Lapsus per lapsus. “Evviva l’umiliazione che è un fattore fondamentale della crescita e nella costruzione della personalità!” (Giuseppe Valditara, Lega, ministro dell’Istruzione e del Merito, 24.11). “Umiliazione? Sono stato vittima di un lapsus. Volevo dire umiltà” (Valditara, 26.11). Del resto capita a tutti di sentire “Valditara”, di pensare “cognome” e di dire “coglione”.
Il laureato. “’Ma lei è laureato? La devo chiamare dottore o in quale altro modo?’, si rivolge la Bongiorno a Toninelli… Al suo fianco, dal banco degli imputati, Salvini assiste divertito” (Corriere della sera, 3. 12). E invece Salvini come lo chiama: dottore o in quale altro modo?

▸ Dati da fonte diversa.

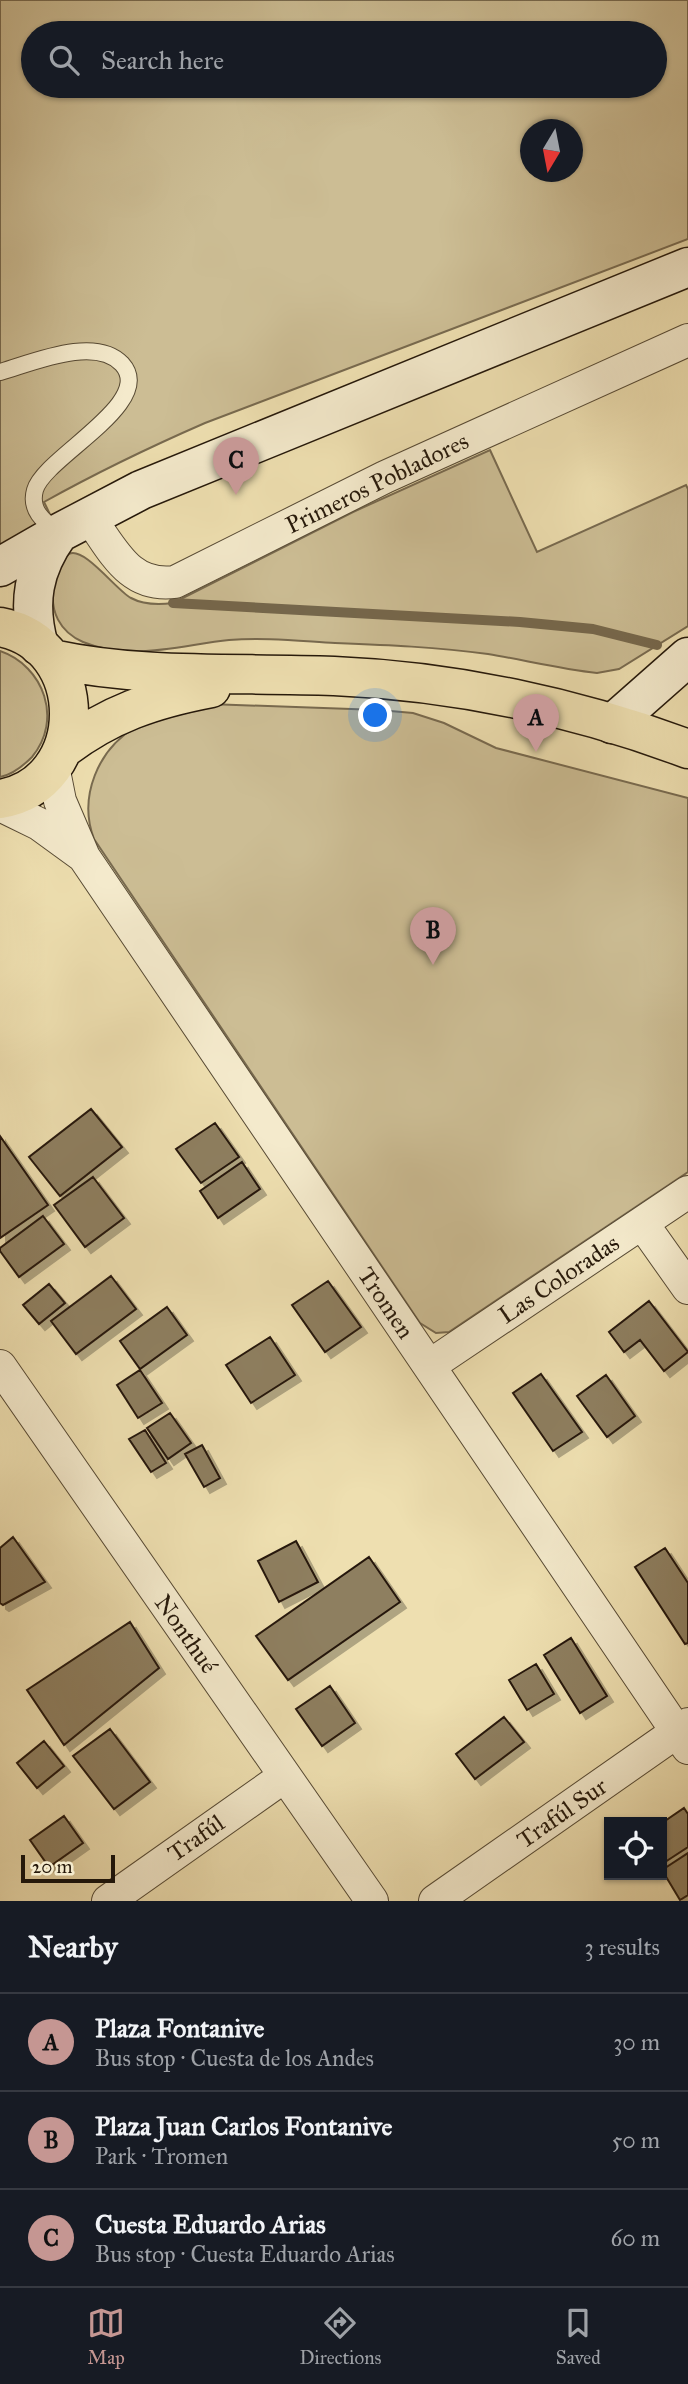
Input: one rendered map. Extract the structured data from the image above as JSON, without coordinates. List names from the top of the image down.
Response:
{
  "streets": {
    "street": [
      "Primeros Pobladores",
      "Las Coloradas",
      "Tromen",
      "Nonthué",
      "Trafúl Sur",
      "Trafúl"
    ]
  },
  "crossings": [
    ["Las Coloradas", "Tromen"],
    ["Tromen", "Trafúl Sur"],
    ["Nonthué", "Trafúl"]
  ],
  "scale_bar": "20 m",
  "north": "bottom",
  "page": {
    "search": "Search here",
    "pins": ["C", "A", "B"],
    "scale": "20 m",
    "heading": ["Nearby", "3 results"],
    "list": [
      {
        "mark": "A",
        "name": "Plaza Fontanive",
        "note": "Bus stop · Cuesta de los Andes",
        "value": "30 m"
      },
      {
        "mark": "B",
        "name": "Plaza Juan Carlos Fontanive",
        "note": "Park · Tromen",
        "value": "50 m"
      },
      {
        "mark": "C",
        "name": "Cuesta Eduardo Arias",
        "note": "Bus stop · Cuesta Eduardo Arias",
        "value": "60 m"
      }
    ],
    "nav": ["Map", "Directions", "Saved"]
  }
}
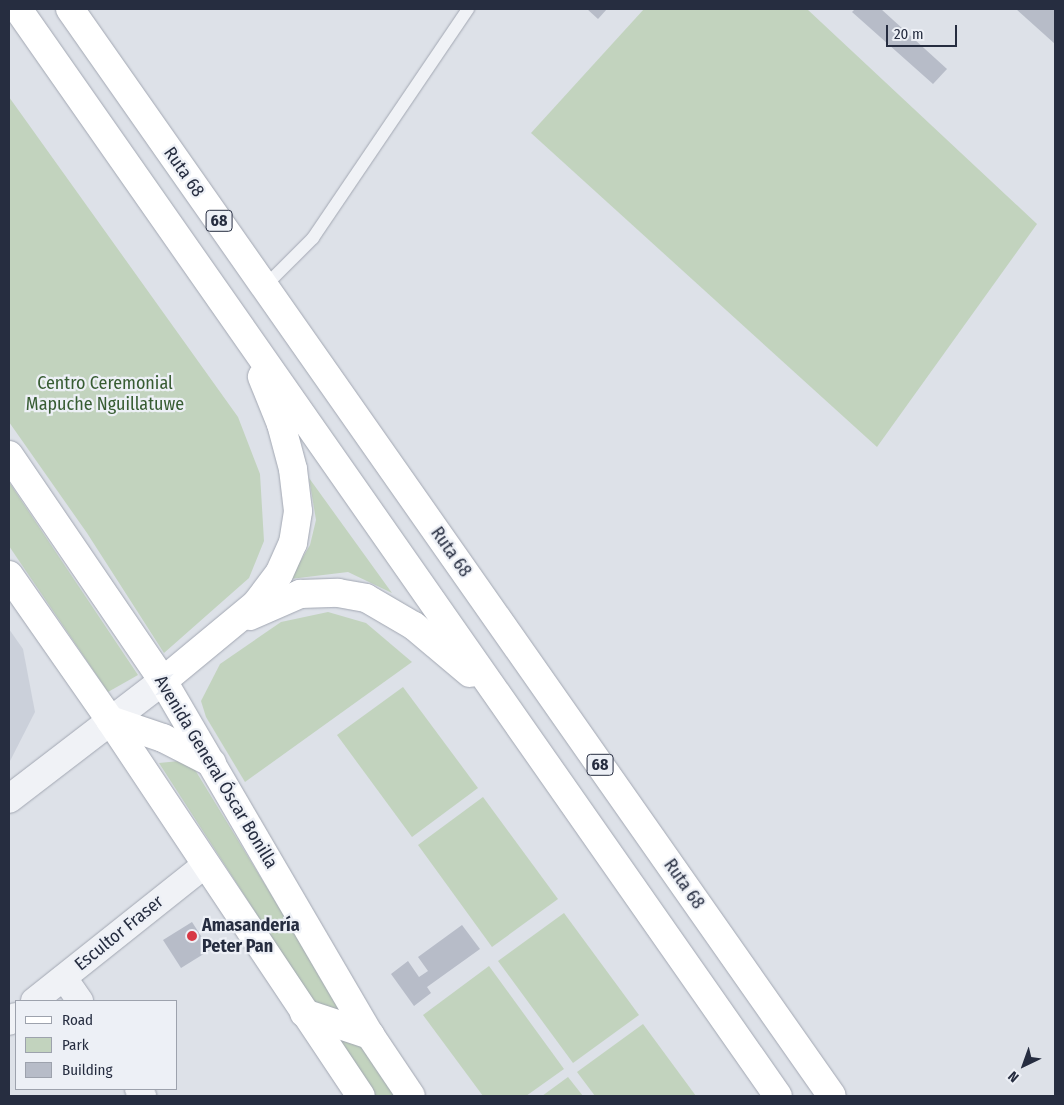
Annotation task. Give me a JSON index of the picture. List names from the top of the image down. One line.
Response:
{"streets":{"main road":["Ruta 68","68","Avenida General Óscar Bonilla"],"street":["Escultor Fraser"]},"parks":["Centro Ceremonial Mapuche Nguillatuwe"],"places":["Amasandería Peter Pan"],"legend":["Road","Park","Building"],"scale_bar":"20 m","north":"bottom left"}
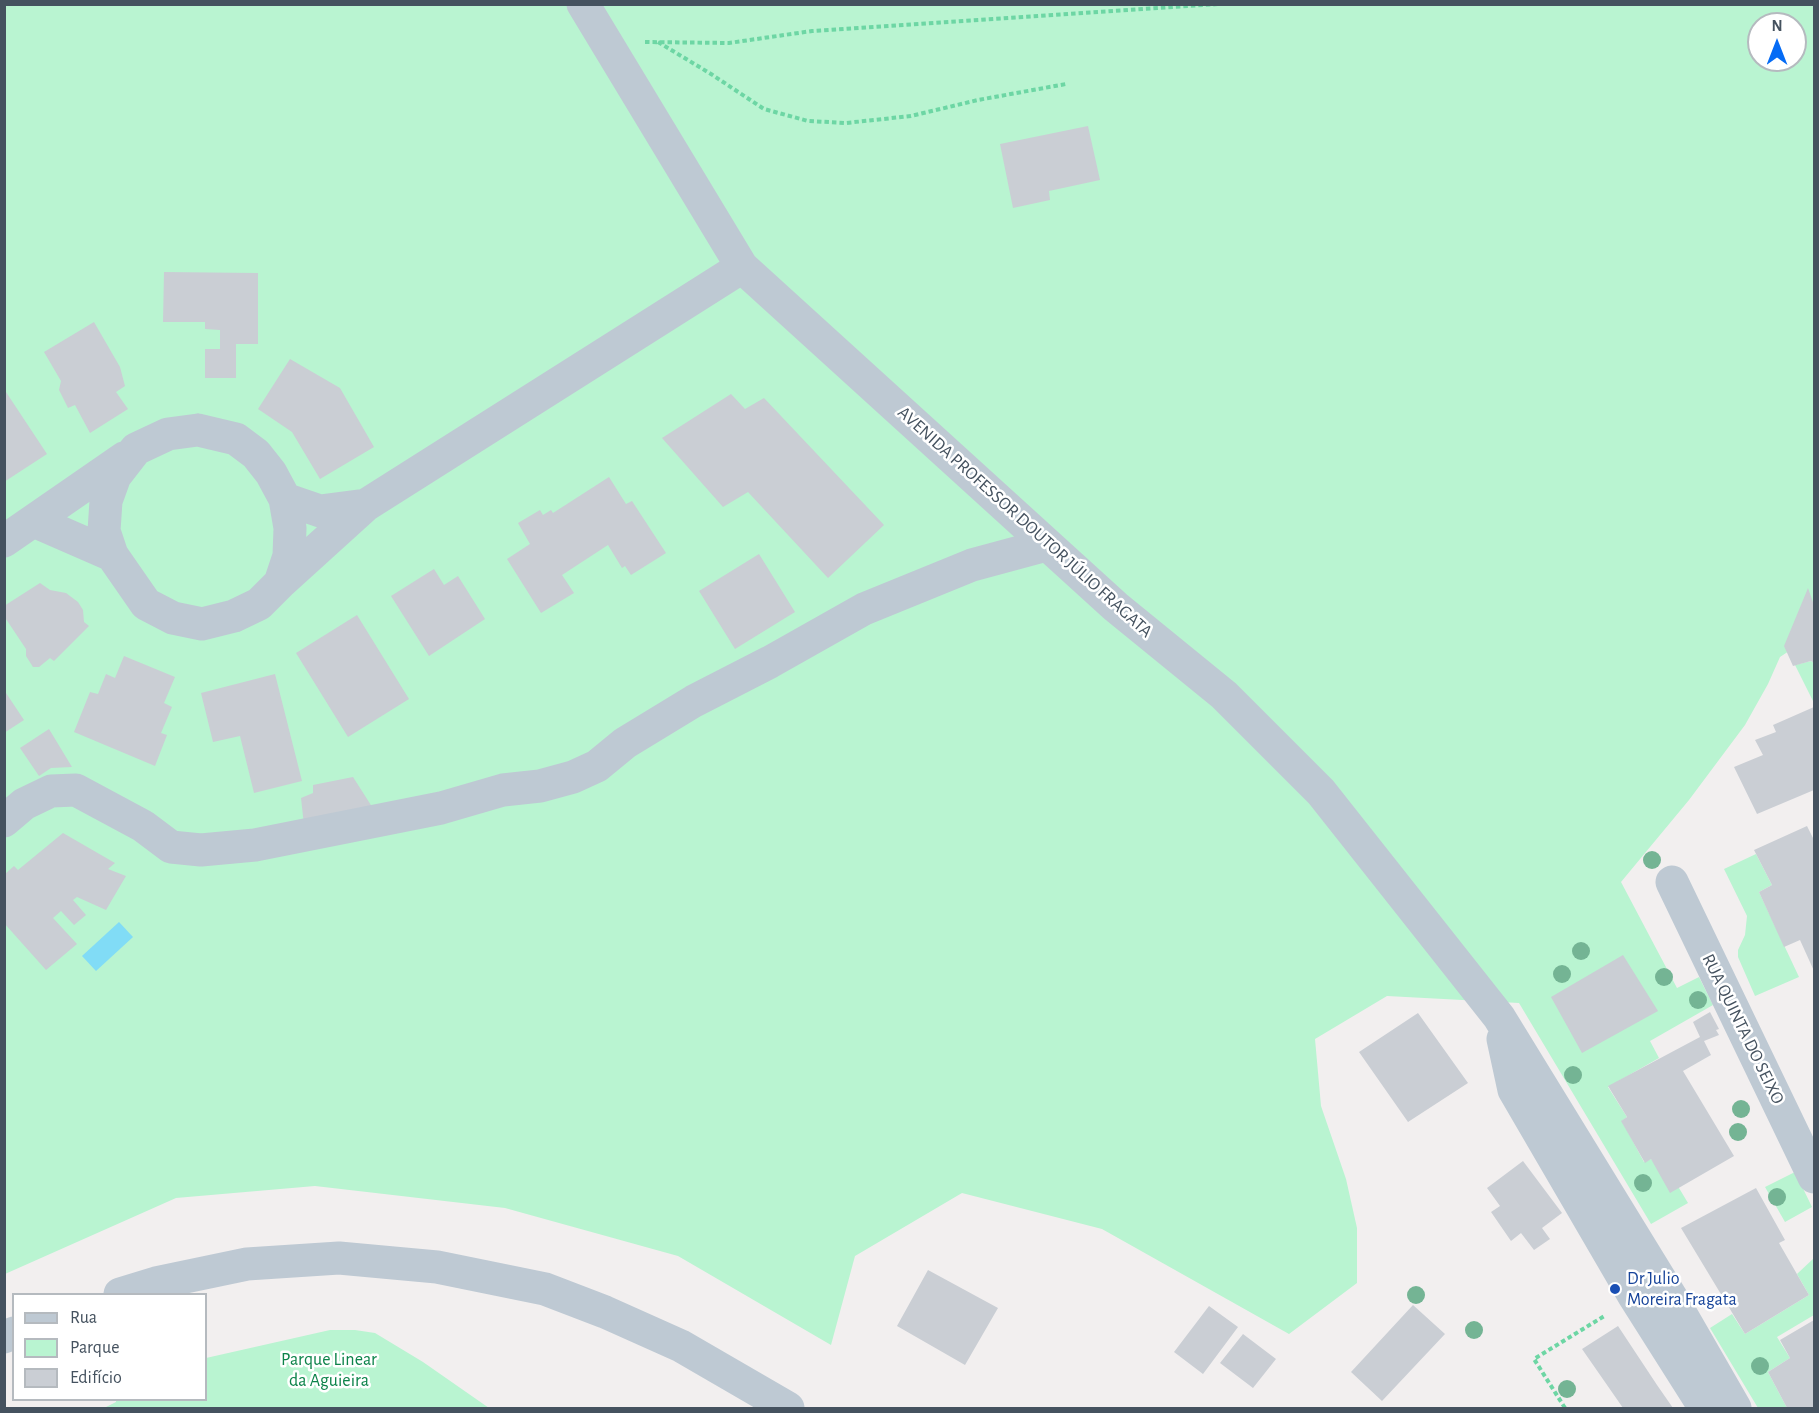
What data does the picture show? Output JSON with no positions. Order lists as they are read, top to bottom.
{
  "streets": {
    "street": ["AVENIDA PROFESSOR DOUTOR JÚLIO FRAGATA", "RUA QUINTA DO SEIXO"]
  },
  "parks": ["Parque Linear da Aguieira"],
  "places": ["Dr Julio Moreira Fragata"],
  "legend": ["Rua", "Parque", "Edifício"],
  "north": "top"
}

Lo stratega dei Parioli. “Sono un po’ schifato dalla retorica di chi dice ‘voglio la pace’ senza spiegare come vuole la pace e da chi dice ‘voglio la pace però ti levo le armi per difenderti’: quella non è la pace, vuoi la vittoria di Mosca, che vuol dire avere la Russia ai confini della Nato” (Carlo Calenda, leader Azione, Repubblica.it, 3.12). Veramente la Russia era ai confini della Nato anche prima della guerra in Ucraina, e perché la Nato si era allargata fino alla Russia, non viceversa. E adesso chi lo dice a Calenda?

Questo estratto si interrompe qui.